▶ [Records shown]
╭──
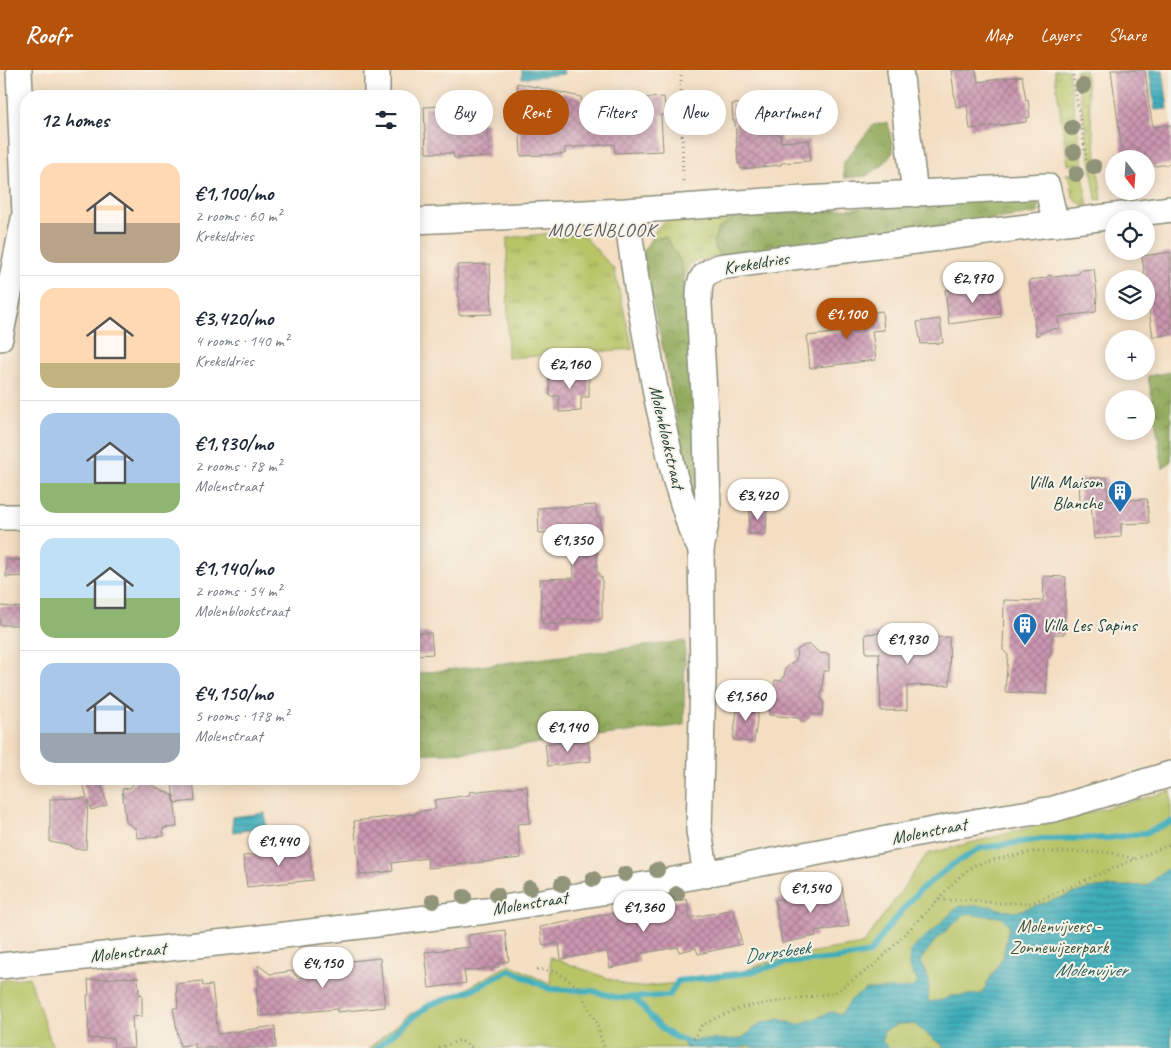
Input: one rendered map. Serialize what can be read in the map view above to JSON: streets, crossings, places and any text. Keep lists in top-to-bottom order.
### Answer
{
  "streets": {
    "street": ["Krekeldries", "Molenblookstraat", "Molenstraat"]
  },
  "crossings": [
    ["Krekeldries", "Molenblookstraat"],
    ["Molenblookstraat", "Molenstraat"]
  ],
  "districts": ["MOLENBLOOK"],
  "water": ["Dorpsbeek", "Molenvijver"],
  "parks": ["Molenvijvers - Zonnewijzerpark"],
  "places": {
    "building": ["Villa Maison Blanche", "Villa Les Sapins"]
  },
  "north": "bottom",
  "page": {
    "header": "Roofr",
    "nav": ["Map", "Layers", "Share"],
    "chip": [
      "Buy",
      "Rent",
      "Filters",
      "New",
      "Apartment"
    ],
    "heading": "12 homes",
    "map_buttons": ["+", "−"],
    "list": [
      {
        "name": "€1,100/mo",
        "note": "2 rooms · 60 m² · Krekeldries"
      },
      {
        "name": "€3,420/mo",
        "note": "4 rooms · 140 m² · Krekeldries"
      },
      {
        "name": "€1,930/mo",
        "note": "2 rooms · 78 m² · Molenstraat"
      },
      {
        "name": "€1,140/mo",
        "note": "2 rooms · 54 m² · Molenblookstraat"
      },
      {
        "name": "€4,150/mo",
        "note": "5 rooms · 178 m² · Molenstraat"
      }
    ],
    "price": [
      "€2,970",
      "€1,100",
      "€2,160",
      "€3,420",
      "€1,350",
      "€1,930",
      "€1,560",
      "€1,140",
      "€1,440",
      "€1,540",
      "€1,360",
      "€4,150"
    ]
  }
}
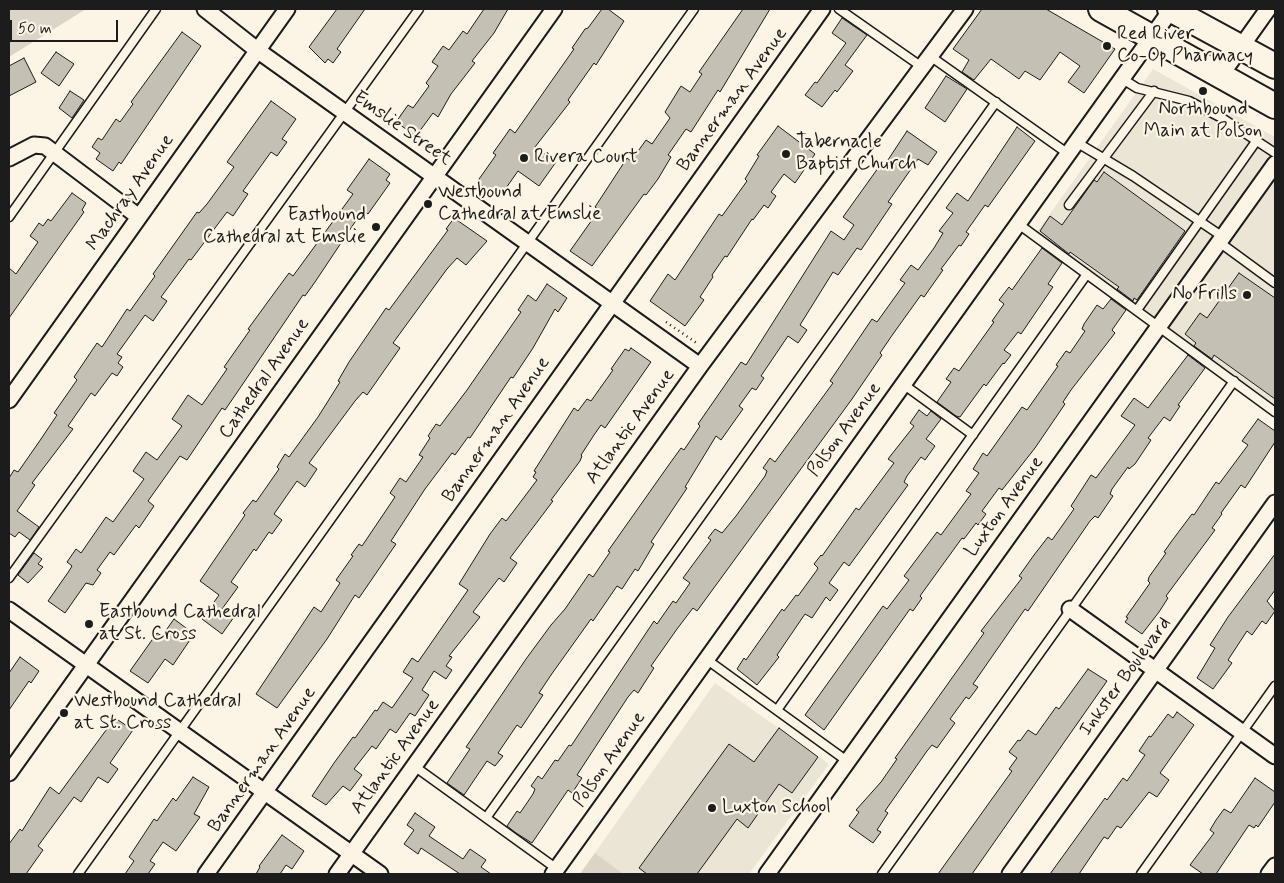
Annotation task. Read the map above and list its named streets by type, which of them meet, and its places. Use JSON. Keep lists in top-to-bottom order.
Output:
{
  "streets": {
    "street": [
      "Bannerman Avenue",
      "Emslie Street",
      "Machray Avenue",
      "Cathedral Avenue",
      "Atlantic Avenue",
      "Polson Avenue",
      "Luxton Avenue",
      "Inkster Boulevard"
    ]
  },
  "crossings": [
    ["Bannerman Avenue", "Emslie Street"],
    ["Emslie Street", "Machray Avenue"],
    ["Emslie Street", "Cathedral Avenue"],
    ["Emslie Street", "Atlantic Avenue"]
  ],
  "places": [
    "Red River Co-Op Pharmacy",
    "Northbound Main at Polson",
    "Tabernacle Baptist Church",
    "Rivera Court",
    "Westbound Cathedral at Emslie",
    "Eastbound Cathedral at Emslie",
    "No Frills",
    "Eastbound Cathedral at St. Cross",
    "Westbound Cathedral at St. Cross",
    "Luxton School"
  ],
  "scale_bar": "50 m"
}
╰──
╭──
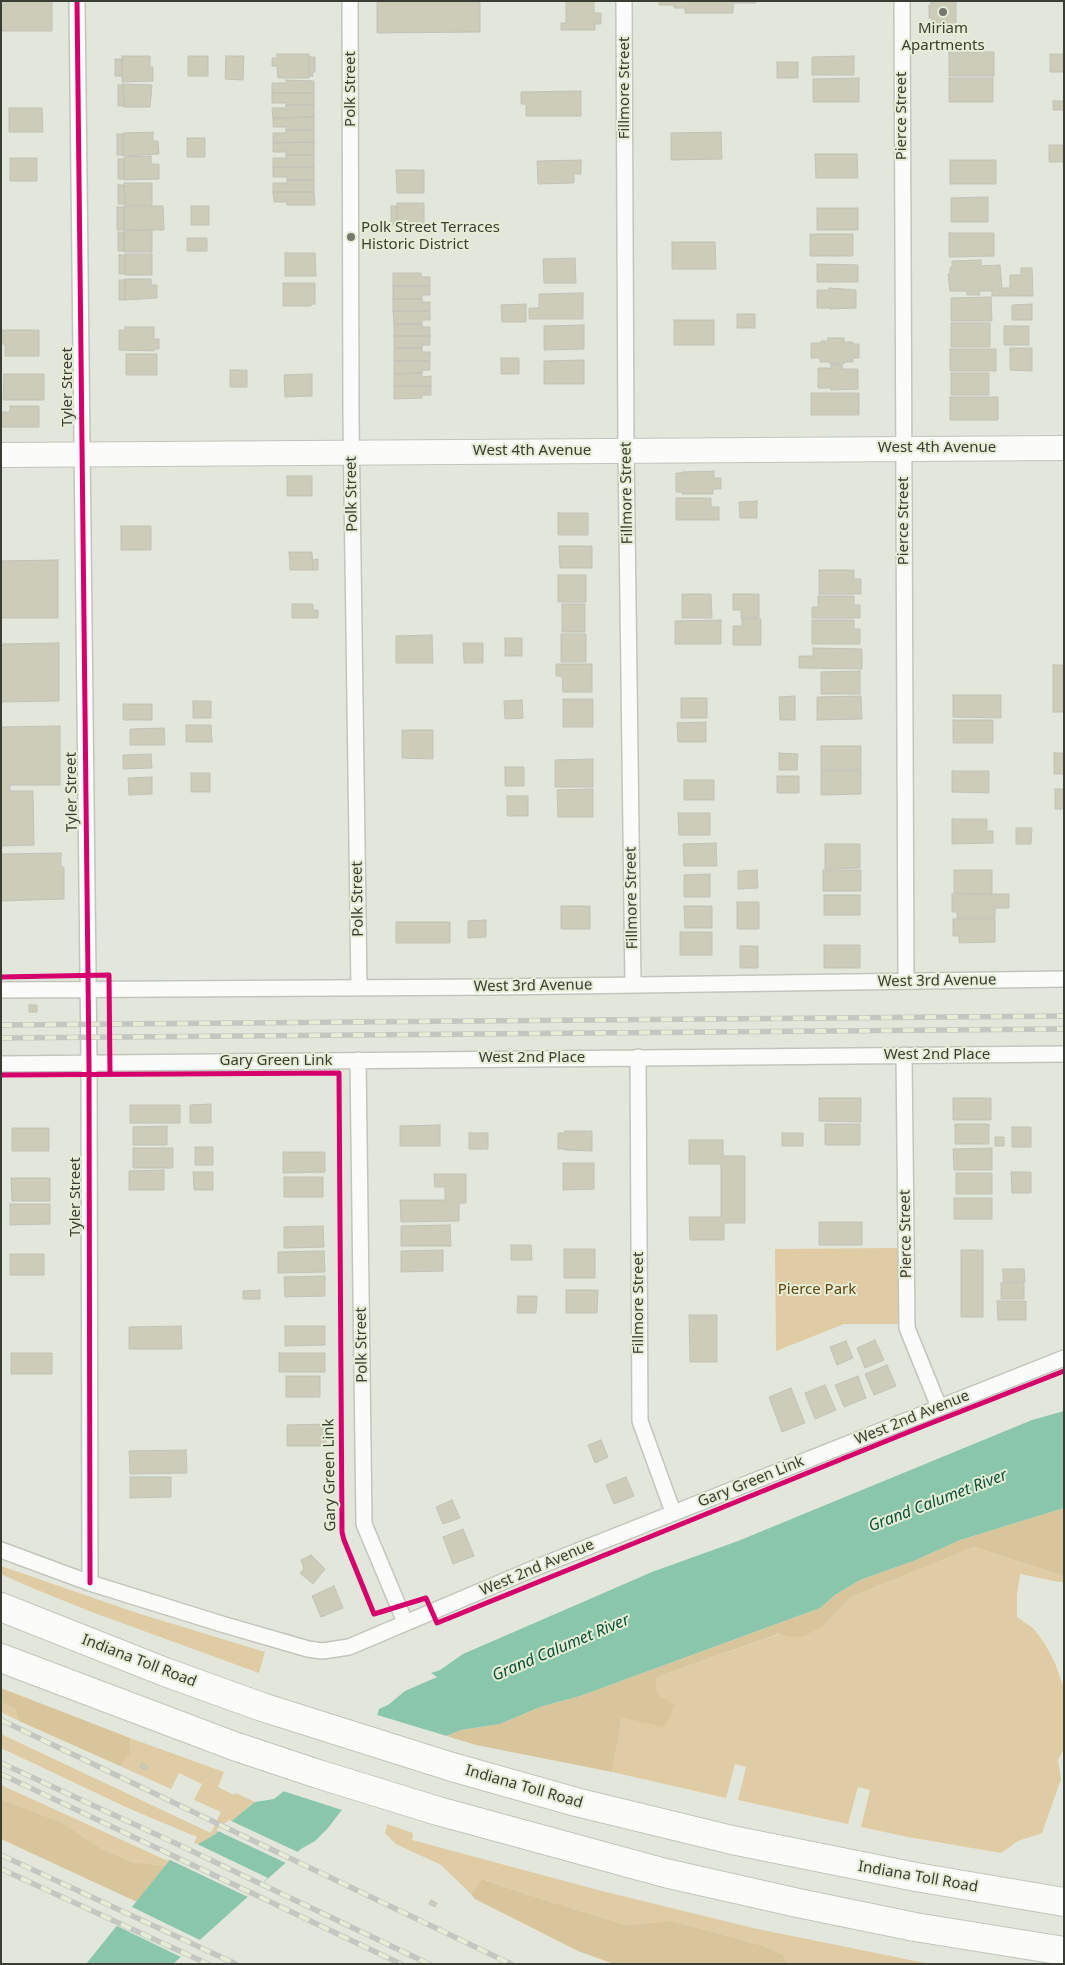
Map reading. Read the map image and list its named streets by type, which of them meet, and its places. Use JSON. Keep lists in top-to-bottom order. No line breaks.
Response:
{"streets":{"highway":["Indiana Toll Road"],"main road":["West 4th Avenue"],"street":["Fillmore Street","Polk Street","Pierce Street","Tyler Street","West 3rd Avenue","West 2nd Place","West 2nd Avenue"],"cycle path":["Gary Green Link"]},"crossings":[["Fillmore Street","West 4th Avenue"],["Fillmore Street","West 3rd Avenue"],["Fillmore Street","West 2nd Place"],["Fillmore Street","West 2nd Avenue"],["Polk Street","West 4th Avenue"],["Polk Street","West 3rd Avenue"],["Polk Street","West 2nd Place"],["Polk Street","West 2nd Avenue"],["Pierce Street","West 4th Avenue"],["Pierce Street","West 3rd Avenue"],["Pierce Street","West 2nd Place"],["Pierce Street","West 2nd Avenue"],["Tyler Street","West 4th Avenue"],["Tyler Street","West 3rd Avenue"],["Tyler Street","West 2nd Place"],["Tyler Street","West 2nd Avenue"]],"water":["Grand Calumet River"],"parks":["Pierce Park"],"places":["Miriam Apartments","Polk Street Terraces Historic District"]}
╰──
╭──
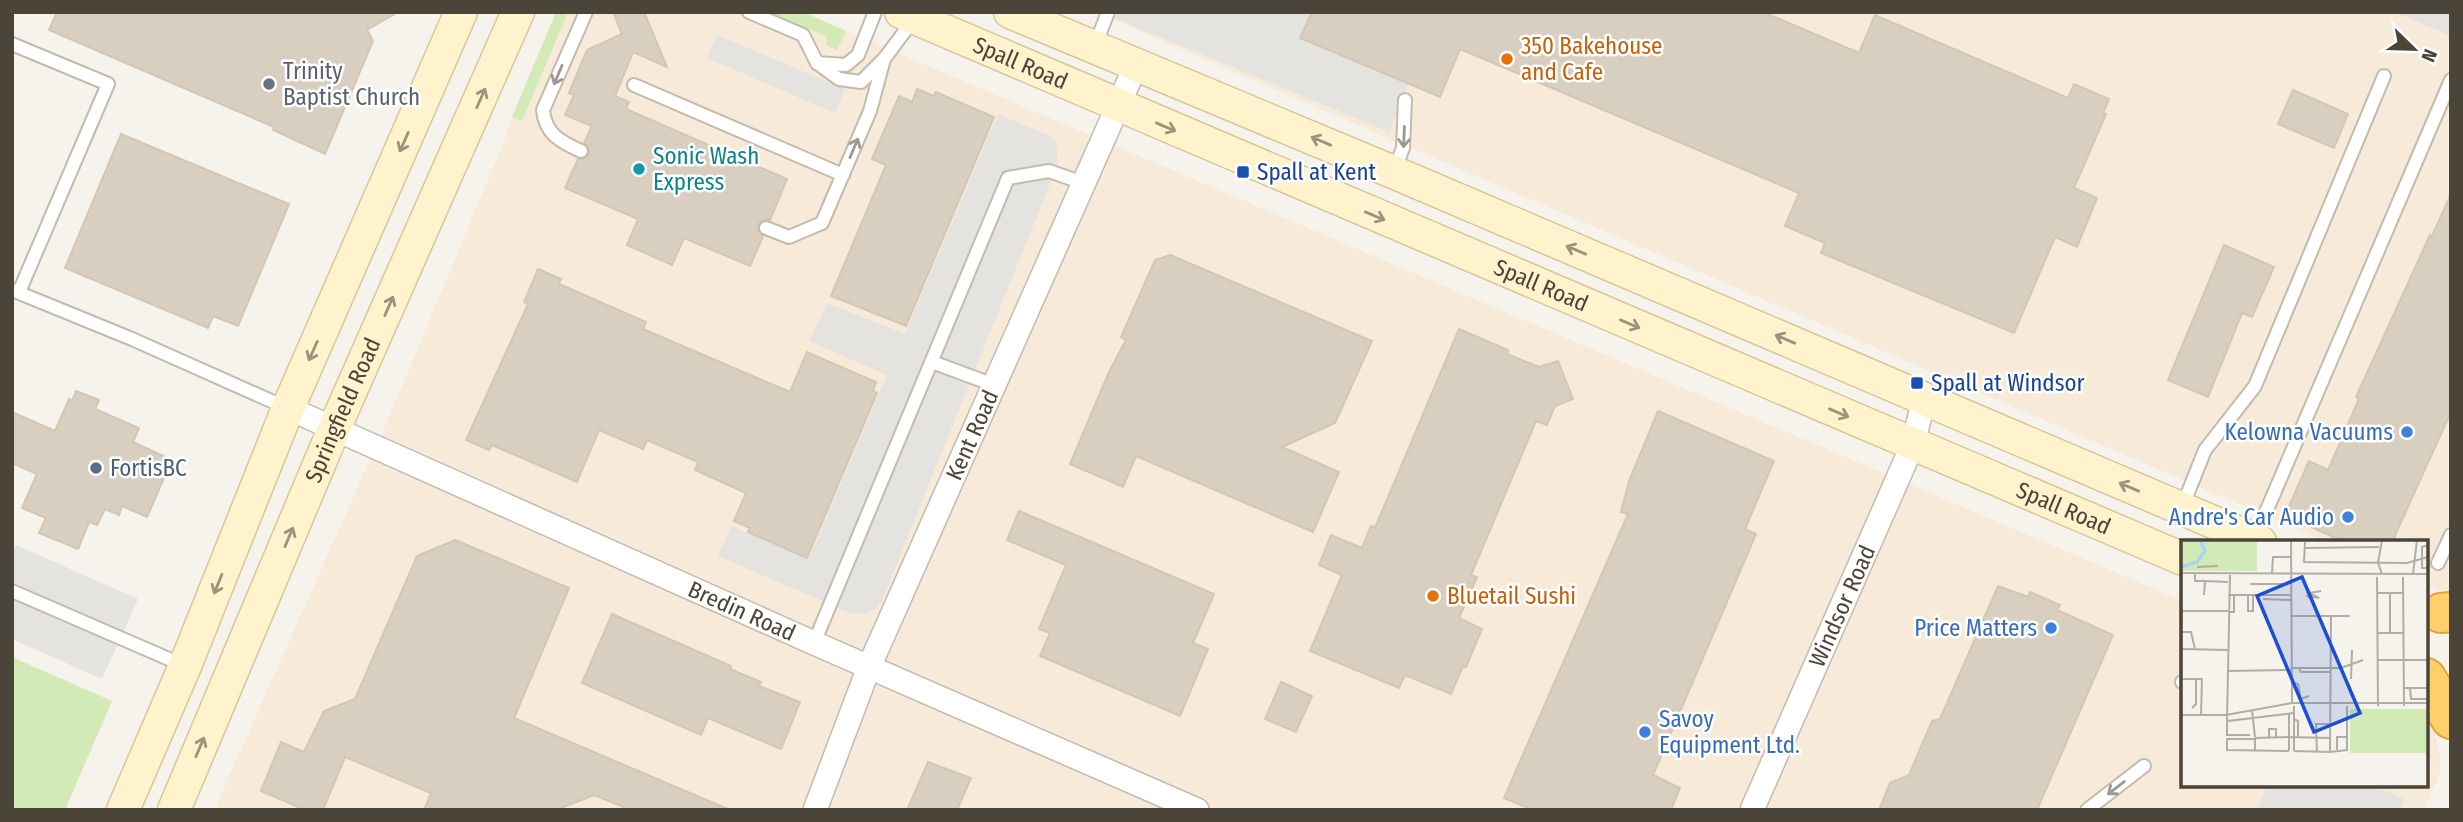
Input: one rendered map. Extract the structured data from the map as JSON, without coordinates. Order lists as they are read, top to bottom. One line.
╰──
▶ [What is needed] Check every line of the entries above, and copy those that carry the string "which".

▶ [Result for this task]
Annotation task. Read the map above and list its named streets by type, which of them meet, and its places. Use JSON. Keep lists in top-to-bottom order.
Map reading. Read the map image and list its named streets by type, which of them meet, and its places. Use JSON. Keep lists in top-to-bottom order. No line breaks.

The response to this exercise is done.